_Work to complete_
Only text lines belong in the answer: the lines from the first one in the records through the line with "0 #8b7770) drop-shadow(-2px", copied exactly.

_Data items_
══════
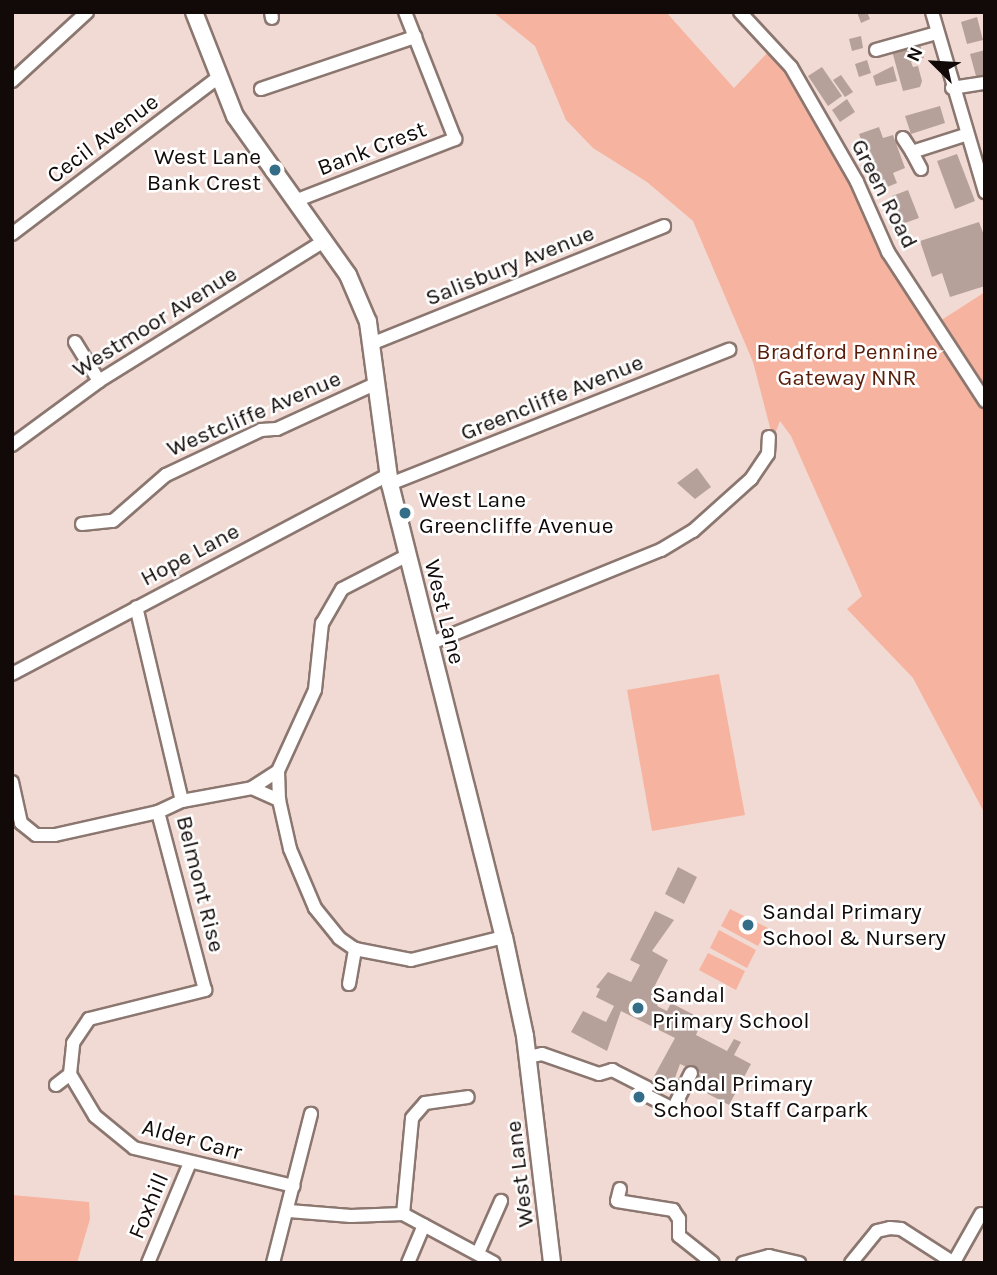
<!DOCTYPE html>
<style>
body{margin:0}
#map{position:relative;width:997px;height:1275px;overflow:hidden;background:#f1dad3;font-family:Karla,sans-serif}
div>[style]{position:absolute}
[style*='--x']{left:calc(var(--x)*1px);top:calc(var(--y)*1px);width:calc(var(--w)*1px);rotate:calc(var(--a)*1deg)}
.green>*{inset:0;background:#f6b39f}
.building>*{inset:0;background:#b6a19a}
.roads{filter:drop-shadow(2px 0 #8b7770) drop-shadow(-2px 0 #8b7770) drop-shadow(0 2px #8b7770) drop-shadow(0 -2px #8b7770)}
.street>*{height:12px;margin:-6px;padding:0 6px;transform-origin:6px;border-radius:6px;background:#fff}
.secondary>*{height:16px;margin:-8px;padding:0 8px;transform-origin:8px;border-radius:8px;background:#fff}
.dots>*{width:19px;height:19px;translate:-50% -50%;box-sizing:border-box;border:4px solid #fff;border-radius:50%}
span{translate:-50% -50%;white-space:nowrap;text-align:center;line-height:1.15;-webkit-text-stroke:5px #fff;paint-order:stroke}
.street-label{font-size:23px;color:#110a08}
.poi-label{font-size:23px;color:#110a08}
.right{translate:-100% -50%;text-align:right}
.left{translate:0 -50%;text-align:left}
.park-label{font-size:23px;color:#591e0b}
.frame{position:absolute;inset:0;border:14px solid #110a08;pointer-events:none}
.north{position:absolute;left:899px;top:28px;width:70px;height:70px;-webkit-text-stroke:5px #fff;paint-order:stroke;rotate:294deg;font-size:19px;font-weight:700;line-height:28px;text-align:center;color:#110a08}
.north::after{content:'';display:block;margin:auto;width:24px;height:32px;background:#110a08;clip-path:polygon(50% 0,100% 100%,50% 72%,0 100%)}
</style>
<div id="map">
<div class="green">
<i style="clip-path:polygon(493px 12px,666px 12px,734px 88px,770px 50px,831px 146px,878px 240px,985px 412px,985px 814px,913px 678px,847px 609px,862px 596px,791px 436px,780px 421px,773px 439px,753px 362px,693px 221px,647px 182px,593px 148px,566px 120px,535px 46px)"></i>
<i style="clip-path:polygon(985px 292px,985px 388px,940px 321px)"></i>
<i style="clip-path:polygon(719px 674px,745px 815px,652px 831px,627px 690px)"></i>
<i style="clip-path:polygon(730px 909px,768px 928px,758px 946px,721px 926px)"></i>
<i style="clip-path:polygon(719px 930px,756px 950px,747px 968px,710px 948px)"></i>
<i style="clip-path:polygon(708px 953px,745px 971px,736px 990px,699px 970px)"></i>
<i style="clip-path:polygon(12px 1195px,89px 1202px,90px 1219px,77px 1263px,12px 1263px)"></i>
</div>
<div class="building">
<i style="clip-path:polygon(857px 12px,867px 12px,870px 19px,861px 23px)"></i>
<i style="clip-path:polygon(977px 17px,983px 40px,967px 44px,961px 22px)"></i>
<i style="clip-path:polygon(861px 36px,863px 48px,852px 51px,849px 39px)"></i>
<i style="clip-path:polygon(920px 44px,924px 58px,911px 62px,913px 67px,918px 66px,922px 81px,920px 87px,903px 91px,892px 51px)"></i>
<i style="clip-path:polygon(985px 50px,985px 78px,977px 80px,970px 54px)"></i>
<i style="clip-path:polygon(867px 60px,871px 73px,859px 77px,855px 64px)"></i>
<i style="clip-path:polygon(893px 66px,897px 81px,876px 86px,873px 76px)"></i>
<i style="clip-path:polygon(822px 67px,842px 96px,828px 106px,808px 76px)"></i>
<i style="clip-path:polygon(841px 75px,853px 92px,845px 97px,833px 80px)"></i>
<i style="clip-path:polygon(847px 99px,855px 112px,840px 122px,832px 110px)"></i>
<i style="clip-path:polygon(940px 106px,945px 123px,911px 134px,905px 116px)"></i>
<i style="clip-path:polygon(879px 127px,883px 138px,893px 135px,905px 168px,893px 173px,897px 183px,880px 190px,859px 134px)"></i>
<i style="clip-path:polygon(957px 154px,975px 201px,955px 209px,937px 161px)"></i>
<i style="clip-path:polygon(908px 190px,919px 218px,902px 224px,892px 196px)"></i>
<i style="clip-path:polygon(979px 222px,985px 238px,985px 286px,950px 297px,942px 273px,932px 277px,920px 241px)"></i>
<i style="clip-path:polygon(697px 468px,711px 487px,695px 499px,677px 483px)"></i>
<i style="clip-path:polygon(678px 867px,697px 877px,684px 904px,665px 894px)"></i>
<i style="clip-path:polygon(655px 911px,674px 920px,652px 951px,668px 960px,651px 993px,661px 998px,657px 1006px,667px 1011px,671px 1003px,698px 1017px,692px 1026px,698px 1030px,696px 1035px,727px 1051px,734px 1039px,741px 1042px,734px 1055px,751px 1064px,729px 1105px,693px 1086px,700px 1073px,680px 1064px,671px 1089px,652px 1080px,675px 1038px,621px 1011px,607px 1051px,571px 1032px,583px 1011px,606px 1022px,614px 1006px,596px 997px,600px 989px,596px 987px,608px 972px,631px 982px,640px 965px,630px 960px)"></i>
</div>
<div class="roads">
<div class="street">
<i style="--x:271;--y:12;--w:6;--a:81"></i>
<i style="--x:740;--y:12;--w:75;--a:47.2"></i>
<i style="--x:791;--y:67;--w:133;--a:60.1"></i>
<i style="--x:857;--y:182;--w:77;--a:66.1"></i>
<i style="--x:888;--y:252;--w:178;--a:56.9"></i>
<i style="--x:932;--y:12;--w:188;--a:73.6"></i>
<i style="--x:876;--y:50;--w:63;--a:-15.6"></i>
<i style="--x:12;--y:81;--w:102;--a:-42.6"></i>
<i style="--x:952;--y:88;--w:33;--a:-9"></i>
<i style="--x:261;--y:89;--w:163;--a:-18.7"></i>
<i style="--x:903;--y:138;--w:17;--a:57"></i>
<i style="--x:921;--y:169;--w:19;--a:-118"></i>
<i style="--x:912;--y:152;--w:56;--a:-17.8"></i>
<i style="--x:295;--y:201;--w:172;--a:-21.2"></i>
<i style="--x:455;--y:139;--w:136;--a:-111.5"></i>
<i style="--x:12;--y:234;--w:260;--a:-37.2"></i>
<i style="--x:75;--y:342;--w:46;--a:58.4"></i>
<i style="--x:371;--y:344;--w:316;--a:-21.9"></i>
<i style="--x:12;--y:445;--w:108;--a:-36.3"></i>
<i style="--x:99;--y:381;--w:265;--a:-31.9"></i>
<i style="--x:390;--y:484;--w:365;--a:-21.6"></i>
<i style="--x:82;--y:524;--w:31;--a:-6"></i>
<i style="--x:113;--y:521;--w:70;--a:-41"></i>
<i style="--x:166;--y:475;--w:105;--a:-25.3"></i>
<i style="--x:261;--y:430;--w:16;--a:-4"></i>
<i style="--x:277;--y:429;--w:108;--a:-24.7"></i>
<i style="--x:406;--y:556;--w:72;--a:152.7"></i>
<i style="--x:342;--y:589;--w:39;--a:120"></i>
<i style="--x:322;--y:623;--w:67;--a:96"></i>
<i style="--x:315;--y:690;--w:89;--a:114.6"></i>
<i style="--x:278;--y:771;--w:29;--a:88"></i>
<i style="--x:279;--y:800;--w:50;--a:77.3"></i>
<i style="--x:290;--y:849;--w:64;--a:67"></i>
<i style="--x:315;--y:908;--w:38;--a:51"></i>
<i style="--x:339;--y:938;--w:19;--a:35"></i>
<i style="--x:355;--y:949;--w:57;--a:11.1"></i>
<i style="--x:411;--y:960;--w:96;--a:-13.9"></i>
<i style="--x:429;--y:644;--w:250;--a:-22.1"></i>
<i style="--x:661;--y:550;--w:37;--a:-31"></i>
<i style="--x:693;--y:531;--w:78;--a:-41.9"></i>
<i style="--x:751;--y:479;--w:30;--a:-56"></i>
<i style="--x:768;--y:454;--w:17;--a:-87"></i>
<i style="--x:12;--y:674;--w:427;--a:-27.9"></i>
<i style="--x:278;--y:771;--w:31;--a:147"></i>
<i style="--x:252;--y:788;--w:30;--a:24"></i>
<i style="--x:12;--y:782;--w:42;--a:77.6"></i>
<i style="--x:21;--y:823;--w:19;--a:39"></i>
<i style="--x:36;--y:835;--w:19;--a:0"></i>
<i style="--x:55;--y:835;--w:106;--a:-12.6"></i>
<i style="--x:182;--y:801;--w:71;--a:-10.5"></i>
<i style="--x:349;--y:984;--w:36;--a:-80"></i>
<i style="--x:528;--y:1057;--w:14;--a:-12"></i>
<i style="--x:542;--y:1054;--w:60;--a:19.3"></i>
<i style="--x:599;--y:1074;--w:14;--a:-17"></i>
<i style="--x:612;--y:1070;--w:39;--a:27"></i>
<i style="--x:647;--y:1088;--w:7;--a:117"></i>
<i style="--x:644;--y:1094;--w:33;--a:27"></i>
<i style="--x:673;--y:1109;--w:40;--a:-63.4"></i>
<i style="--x:70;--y:1074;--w:49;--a:59.2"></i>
<i style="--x:95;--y:1116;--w:50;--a:39.4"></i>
<i style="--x:134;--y:1148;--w:164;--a:13.4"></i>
<i style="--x:56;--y:1085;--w:18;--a:-38"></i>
<i style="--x:70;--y:1074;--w:31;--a:-84"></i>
<i style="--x:73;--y:1043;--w:29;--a:-56"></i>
<i style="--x:89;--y:1019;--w:120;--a:-14"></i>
<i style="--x:205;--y:990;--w:184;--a:-104.8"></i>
<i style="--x:158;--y:812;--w:26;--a:-25"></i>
<i style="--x:182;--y:801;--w:199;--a:-103.3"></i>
<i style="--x:620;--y:1189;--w:12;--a:104"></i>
<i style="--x:617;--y:1201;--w:57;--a:9.1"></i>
<i style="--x:673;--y:1210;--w:11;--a:56"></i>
<i style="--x:679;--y:1219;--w:17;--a:90"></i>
<i style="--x:679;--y:1236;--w:43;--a:38.5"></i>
<i style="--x:289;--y:1211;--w:62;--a:4.6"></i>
<i style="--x:351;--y:1216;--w:52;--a:-2.2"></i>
<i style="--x:403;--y:1214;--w:103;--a:28.3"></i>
<i style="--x:403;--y:1214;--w:96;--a:-84.6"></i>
<i style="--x:412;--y:1118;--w:20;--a:-49"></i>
<i style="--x:425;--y:1103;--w:43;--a:-7.9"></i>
<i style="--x:478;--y:1253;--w:57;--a:-66.1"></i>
<i style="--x:954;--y:1262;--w:55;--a:-60.6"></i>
<i style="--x:148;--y:1263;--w:106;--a:-67.3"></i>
<i style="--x:273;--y:1263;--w:154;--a:-75.7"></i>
<i style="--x:408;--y:1263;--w:41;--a:-67.2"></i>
<i style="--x:743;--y:1263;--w:27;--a:-15"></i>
<i style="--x:769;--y:1256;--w:31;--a:13"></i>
<i style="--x:851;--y:1263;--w:41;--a:-50.9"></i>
<i style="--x:877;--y:1231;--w:13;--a:-13"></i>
<i style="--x:890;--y:1228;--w:11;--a:5"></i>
<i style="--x:901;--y:1229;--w:63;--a:32.7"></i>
</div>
<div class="secondary">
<i style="--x:194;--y:12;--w:112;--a:68.5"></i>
<i style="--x:235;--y:116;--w:195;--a:54.6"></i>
<i style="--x:348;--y:275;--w:51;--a:66.9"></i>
<i style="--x:368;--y:322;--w:163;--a:82.3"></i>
<i style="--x:390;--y:484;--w:467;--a:75.9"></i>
<i style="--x:504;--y:937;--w:101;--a:78"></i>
<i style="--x:525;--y:1036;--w:229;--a:83.2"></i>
</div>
</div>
<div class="dots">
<i style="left:275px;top:170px;background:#346d87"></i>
<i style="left:405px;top:513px;background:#346d87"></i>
<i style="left:748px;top:925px;background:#346d87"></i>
<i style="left:638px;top:1008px;background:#346d87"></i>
<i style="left:639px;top:1097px;background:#346d87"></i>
</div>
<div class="street-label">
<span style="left:103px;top:139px;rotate:-37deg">Cecil Avenue</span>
<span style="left:372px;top:149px;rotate:-21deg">Bank Crest</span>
<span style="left:884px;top:194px;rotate:63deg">Green Road</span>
<span style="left:510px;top:266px;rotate:-22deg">Salisbury Avenue</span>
<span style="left:155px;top:322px;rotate:-32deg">Westmoor Avenue</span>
<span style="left:552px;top:398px;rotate:-22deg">Greencliffe Avenue</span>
<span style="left:254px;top:414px;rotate:-23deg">Westcliffe Avenue</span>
<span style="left:190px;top:555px;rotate:-28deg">Hope Lane</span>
<span style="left:444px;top:612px;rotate:76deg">West Lane</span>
<span style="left:200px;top:884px;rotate:76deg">Belmont Rise</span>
<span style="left:192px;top:1140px;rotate:15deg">Alder Carr</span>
<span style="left:520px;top:1174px;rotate:-97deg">West Lane</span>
<span style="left:149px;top:1206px;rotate:-67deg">Foxhill</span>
</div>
<div class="poi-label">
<span class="right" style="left:261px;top:170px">West Lane<br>Bank Crest</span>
<span class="left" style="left:419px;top:513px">West Lane<br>Greencliffe Avenue</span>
<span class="left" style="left:762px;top:925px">Sandal Primary<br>School &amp; Nursery</span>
<span class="left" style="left:652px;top:1008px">Sandal<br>Primary School</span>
<span class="left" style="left:653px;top:1097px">Sandal Primary<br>School Staff Carpark</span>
</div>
<div class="park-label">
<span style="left:847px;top:365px">Bradford Pennine<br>Gateway NNR</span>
</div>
<div class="frame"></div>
<div class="north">N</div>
</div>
══════
_Task answer_
<!DOCTYPE html>
<style>
body{margin:0}
#map{position:relative;width:997px;height:1275px;overflow:hidden;background:#f1dad3;font-family:Karla,sans-serif}
div>[style]{position:absolute}
[style*='--x']{left:calc(var(--x)*1px);top:calc(var(--y)*1px);width:calc(var(--w)*1px);rotate:calc(var(--a)*1deg)}
.green>*{inset:0;background:#f6b39f}
.building>*{inset:0;background:#b6a19a}
.roads{filter:drop-shadow(2px 0 #8b7770) drop-shadow(-2px 0 #8b7770) drop-shadow(0 2px #8b7770) drop-shadow(0 -2px #8b7770)}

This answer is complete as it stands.